-- EXERCISE MATERIALS --
-=-=-
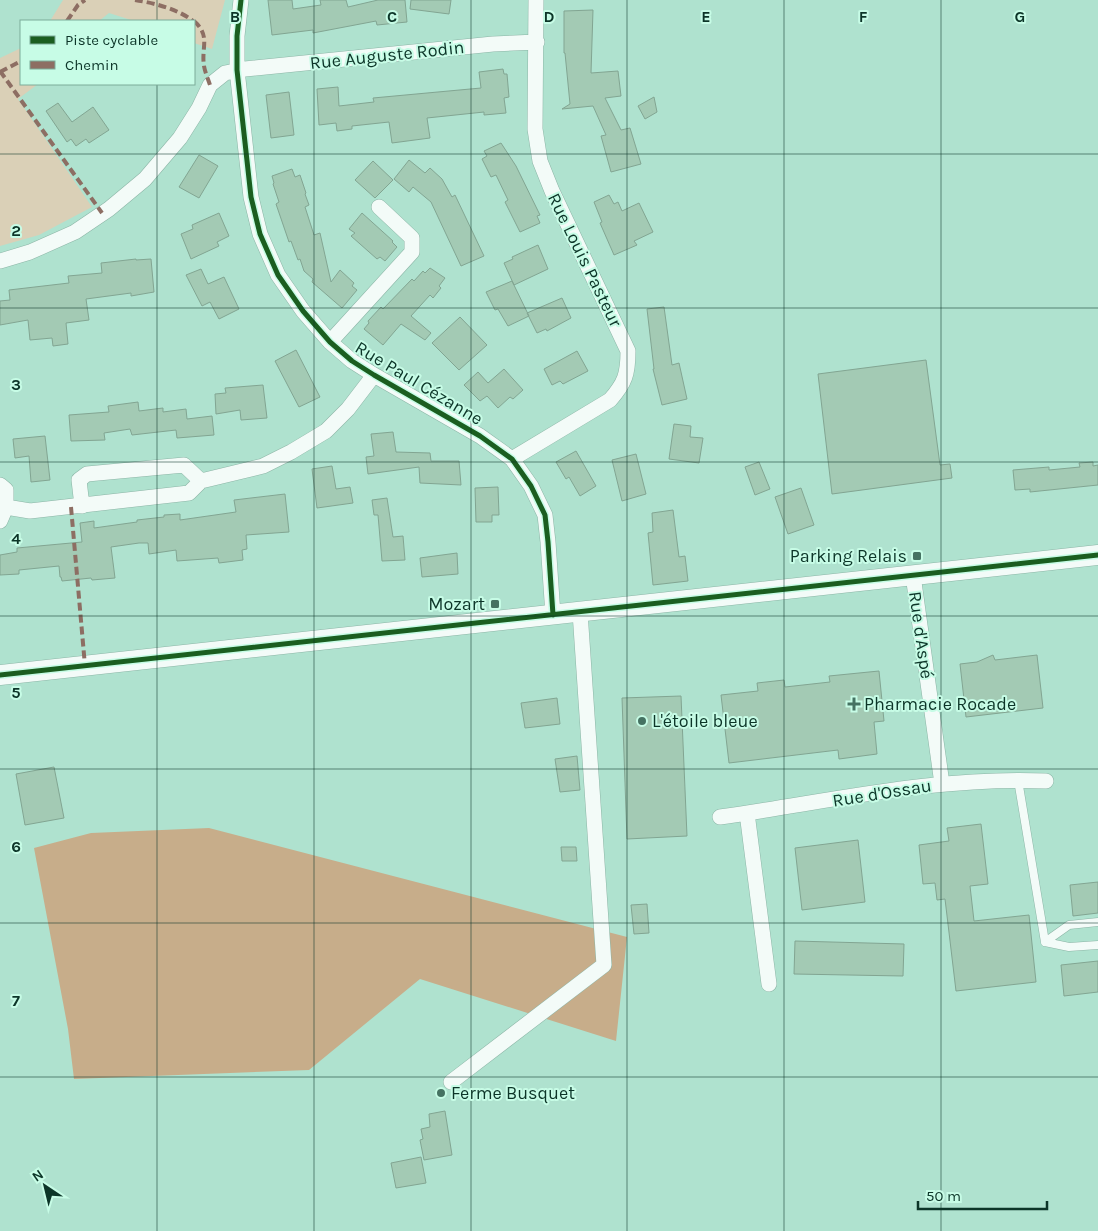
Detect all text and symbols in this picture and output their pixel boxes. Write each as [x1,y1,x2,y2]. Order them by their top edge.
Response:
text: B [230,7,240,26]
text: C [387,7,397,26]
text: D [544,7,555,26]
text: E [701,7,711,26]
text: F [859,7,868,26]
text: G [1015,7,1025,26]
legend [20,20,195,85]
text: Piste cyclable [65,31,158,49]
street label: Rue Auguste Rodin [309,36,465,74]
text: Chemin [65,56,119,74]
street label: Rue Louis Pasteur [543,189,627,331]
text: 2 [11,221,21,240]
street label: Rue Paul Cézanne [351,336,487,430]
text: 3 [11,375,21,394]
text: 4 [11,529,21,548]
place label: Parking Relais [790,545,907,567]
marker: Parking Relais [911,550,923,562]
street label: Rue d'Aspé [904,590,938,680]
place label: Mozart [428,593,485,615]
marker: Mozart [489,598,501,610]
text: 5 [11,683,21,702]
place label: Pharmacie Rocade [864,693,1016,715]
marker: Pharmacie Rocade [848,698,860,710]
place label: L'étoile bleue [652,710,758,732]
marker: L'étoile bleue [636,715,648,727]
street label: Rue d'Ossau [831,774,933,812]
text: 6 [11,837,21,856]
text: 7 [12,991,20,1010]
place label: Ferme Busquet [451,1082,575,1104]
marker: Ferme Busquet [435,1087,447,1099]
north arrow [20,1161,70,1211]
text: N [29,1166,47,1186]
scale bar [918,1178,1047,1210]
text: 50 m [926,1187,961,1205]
-=-=-
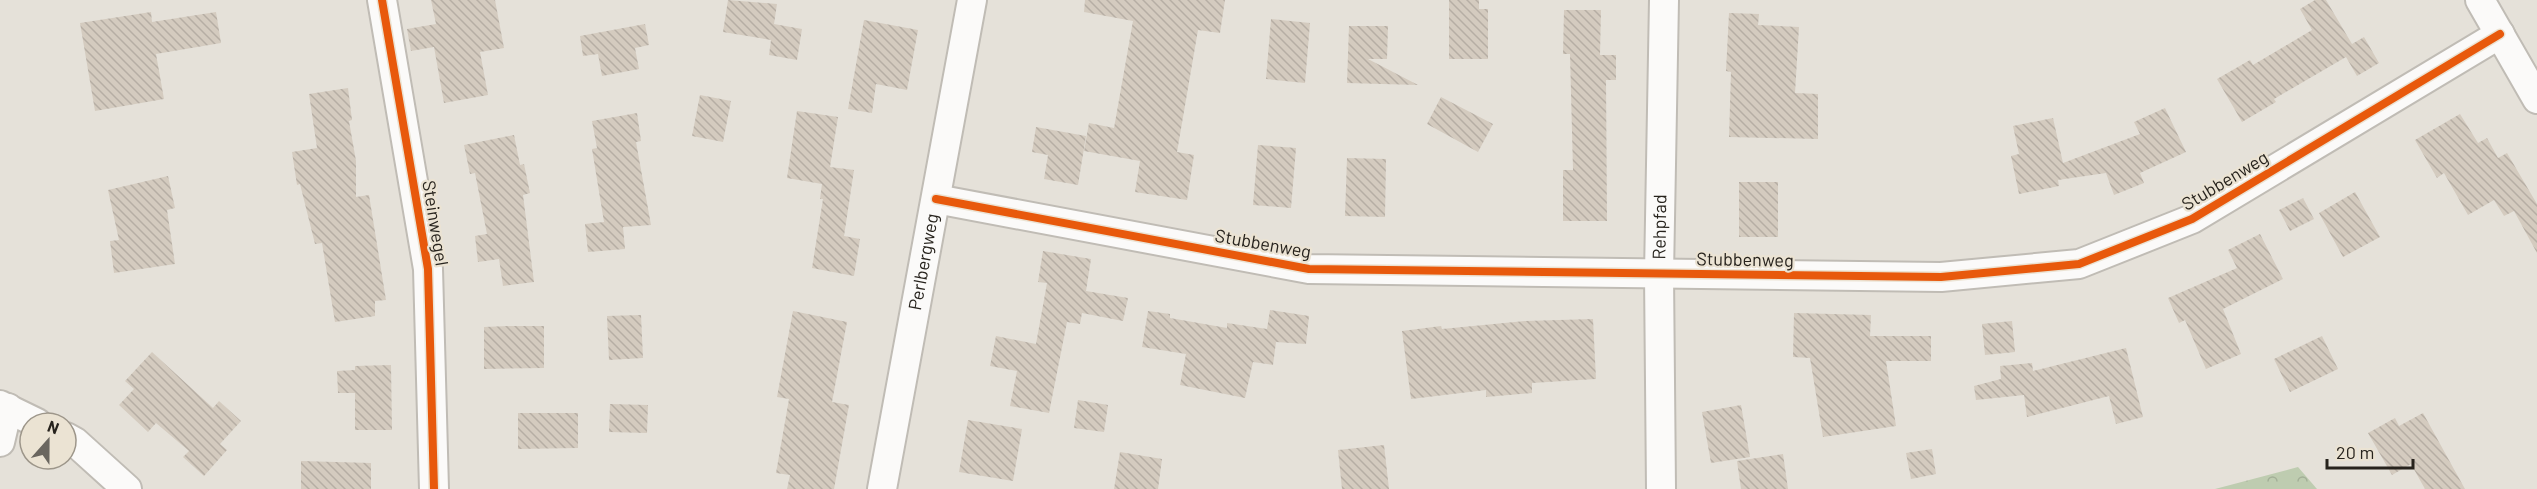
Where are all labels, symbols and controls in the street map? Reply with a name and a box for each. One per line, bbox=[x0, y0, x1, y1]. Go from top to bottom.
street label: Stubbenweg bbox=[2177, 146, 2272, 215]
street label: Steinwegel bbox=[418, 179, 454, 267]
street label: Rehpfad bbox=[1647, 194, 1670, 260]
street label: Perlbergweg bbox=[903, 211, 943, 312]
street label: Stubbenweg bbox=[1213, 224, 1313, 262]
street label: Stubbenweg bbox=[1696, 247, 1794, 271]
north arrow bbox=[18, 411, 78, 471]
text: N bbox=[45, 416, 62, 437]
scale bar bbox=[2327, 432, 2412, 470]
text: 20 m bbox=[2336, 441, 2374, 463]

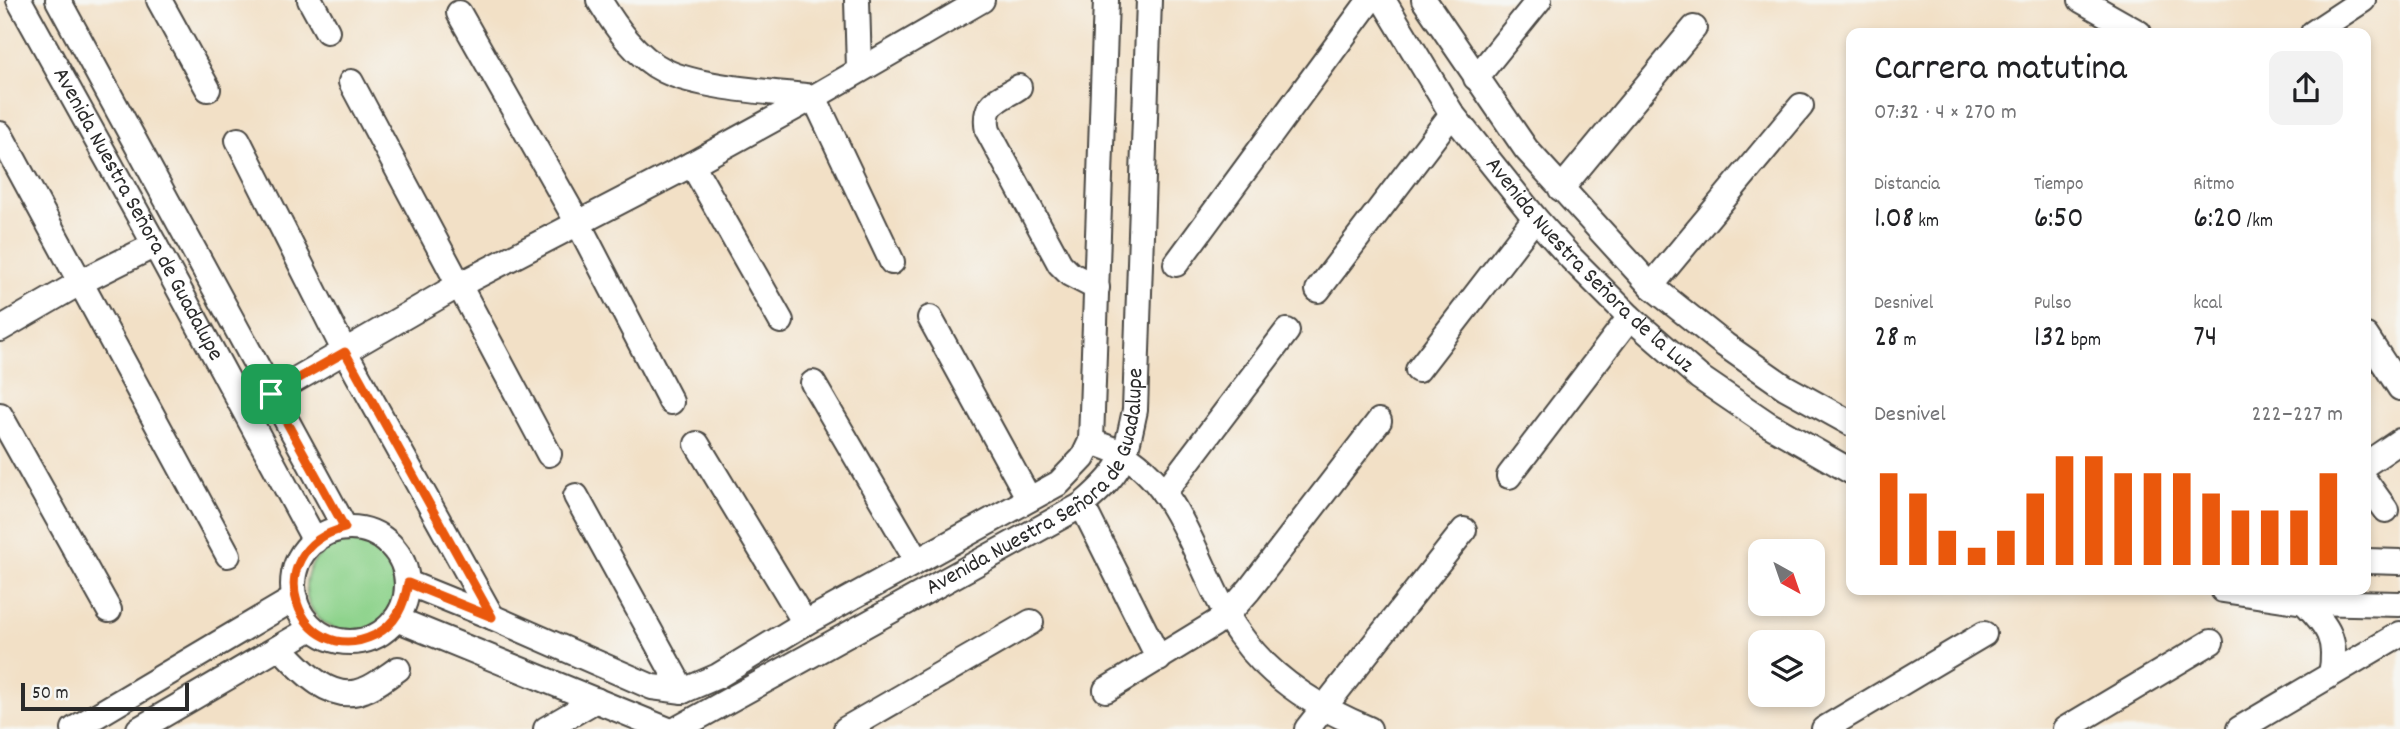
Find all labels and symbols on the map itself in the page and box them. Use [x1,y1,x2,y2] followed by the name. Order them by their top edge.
-=-=-
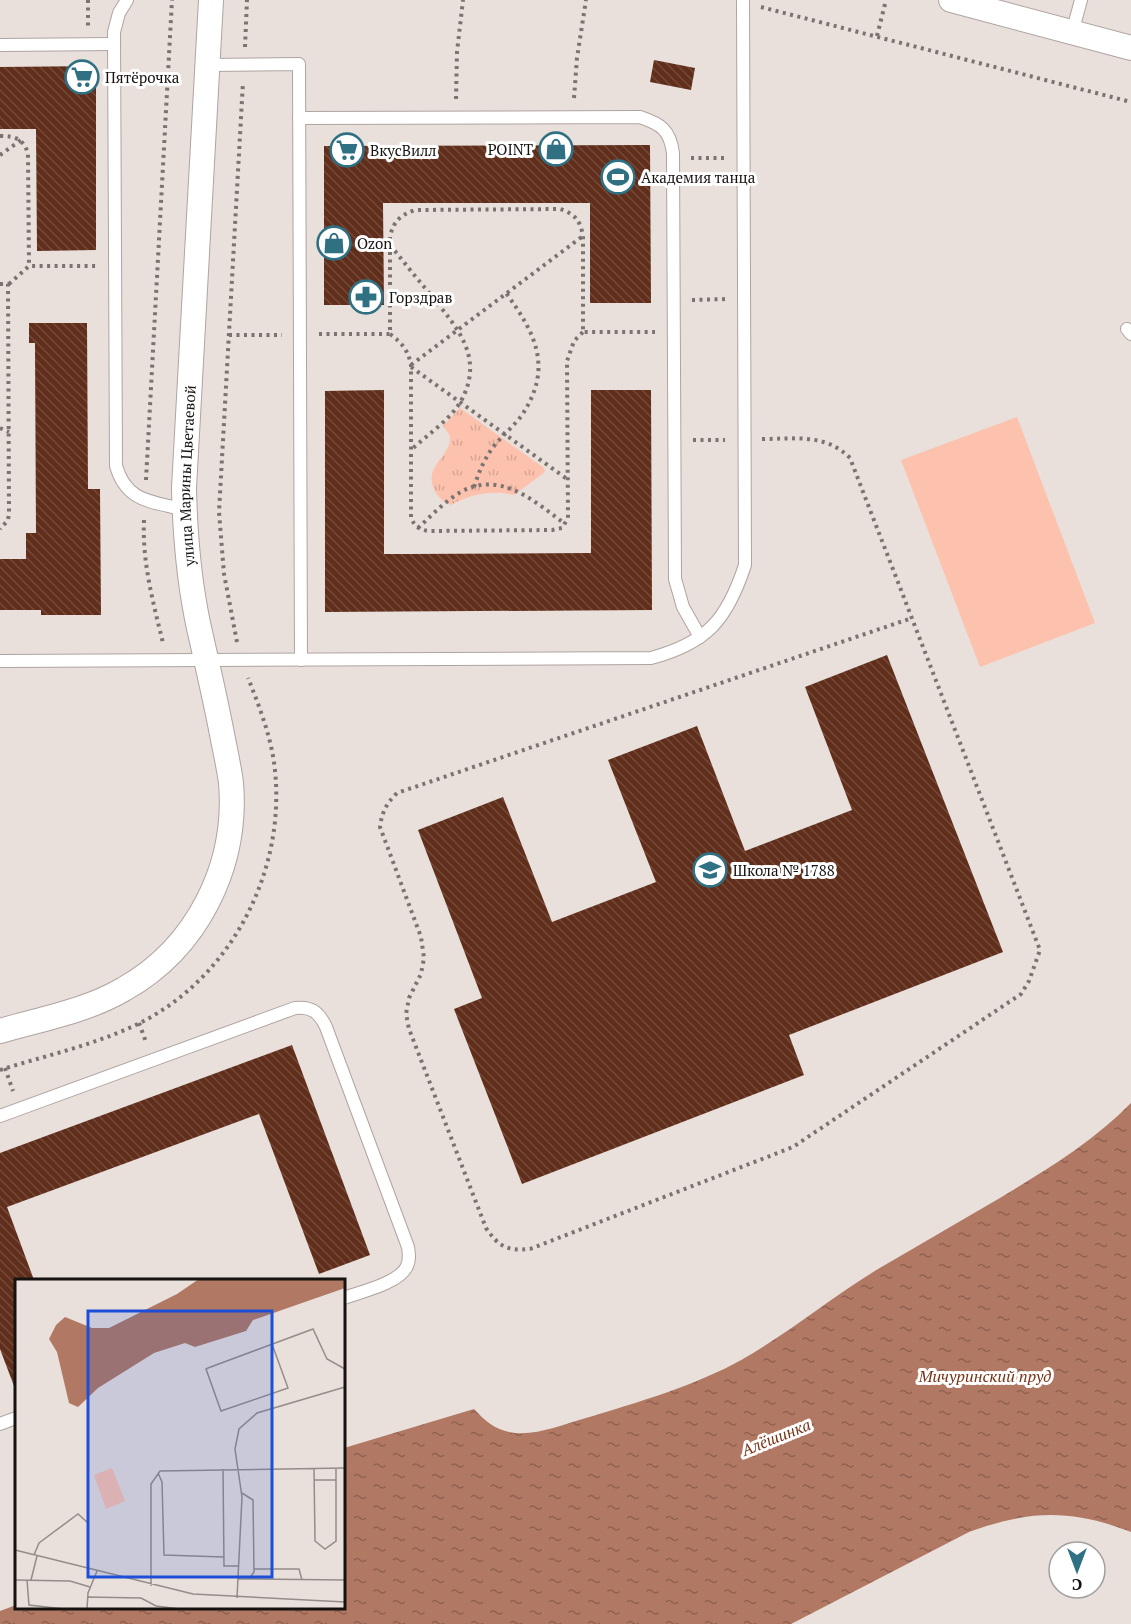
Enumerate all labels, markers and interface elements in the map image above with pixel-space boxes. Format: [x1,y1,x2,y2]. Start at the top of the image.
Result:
-=-=-
-- EXERCISE BRIEF --
Check every line above for the string "edge" and state how many have it, with no other words.

-- OUTPUT FOR THIS EXERCISE --
2